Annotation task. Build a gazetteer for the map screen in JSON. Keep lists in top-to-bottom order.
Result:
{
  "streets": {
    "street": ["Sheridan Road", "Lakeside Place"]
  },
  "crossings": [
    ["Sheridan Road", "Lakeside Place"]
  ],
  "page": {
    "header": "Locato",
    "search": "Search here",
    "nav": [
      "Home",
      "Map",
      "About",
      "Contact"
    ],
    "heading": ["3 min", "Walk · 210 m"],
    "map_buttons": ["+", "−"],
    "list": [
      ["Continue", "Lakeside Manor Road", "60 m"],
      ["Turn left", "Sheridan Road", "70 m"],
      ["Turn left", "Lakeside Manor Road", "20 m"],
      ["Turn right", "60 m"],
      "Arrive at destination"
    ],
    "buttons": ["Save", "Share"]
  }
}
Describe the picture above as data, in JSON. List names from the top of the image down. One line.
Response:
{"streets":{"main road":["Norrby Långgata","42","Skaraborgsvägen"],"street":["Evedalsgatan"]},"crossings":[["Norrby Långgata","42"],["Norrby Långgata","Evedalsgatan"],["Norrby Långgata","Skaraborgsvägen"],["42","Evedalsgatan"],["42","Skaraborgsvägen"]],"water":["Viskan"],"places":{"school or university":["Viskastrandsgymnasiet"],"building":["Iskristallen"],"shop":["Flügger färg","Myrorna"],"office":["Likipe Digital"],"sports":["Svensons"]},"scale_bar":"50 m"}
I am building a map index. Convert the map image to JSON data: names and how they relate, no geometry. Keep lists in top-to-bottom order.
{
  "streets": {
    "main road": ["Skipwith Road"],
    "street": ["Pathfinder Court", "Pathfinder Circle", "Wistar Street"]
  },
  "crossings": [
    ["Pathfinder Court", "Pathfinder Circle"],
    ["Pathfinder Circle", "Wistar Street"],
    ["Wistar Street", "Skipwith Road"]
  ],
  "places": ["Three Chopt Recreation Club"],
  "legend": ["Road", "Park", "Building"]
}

○ ○ ○ ○ ○

**WHAT YOU ARE ASKED TO DO:** Copy exactly the line that contains "Describe the picture" and all lines after it in the listing above, through the final line, and nothing else.

**ANSWER TO THIS TASK:**
Describe the picture above as data, in JSON. List names from the top of the image down. One line.
Response:
{"streets":{"main road":["Norrby Långgata","42","Skaraborgsvägen"],"street":["Evedalsgatan"]},"crossings":[["Norrby Långgata","42"],["Norrby Långgata","Evedalsgatan"],["Norrby Långgata","Skaraborgsvägen"],["42","Evedalsgatan"],["42","Skaraborgsvägen"]],"water":["Viskan"],"places":{"school or university":["Viskastrandsgymnasiet"],"building":["Iskristallen"],"shop":["Flügger färg","Myrorna"],"office":["Likipe Digital"],"sports":["Svensons"]},"scale_bar":"50 m"}
I am building a map index. Convert the map image to JSON data: names and how they relate, no geometry. Keep lists in top-to-bottom order.
{
  "streets": {
    "main road": ["Skipwith Road"],
    "street": ["Pathfinder Court", "Pathfinder Circle", "Wistar Street"]
  },
  "crossings": [
    ["Pathfinder Court", "Pathfinder Circle"],
    ["Pathfinder Circle", "Wistar Street"],
    ["Wistar Street", "Skipwith Road"]
  ],
  "places": ["Three Chopt Recreation Club"],
  "legend": ["Road", "Park", "Building"]
}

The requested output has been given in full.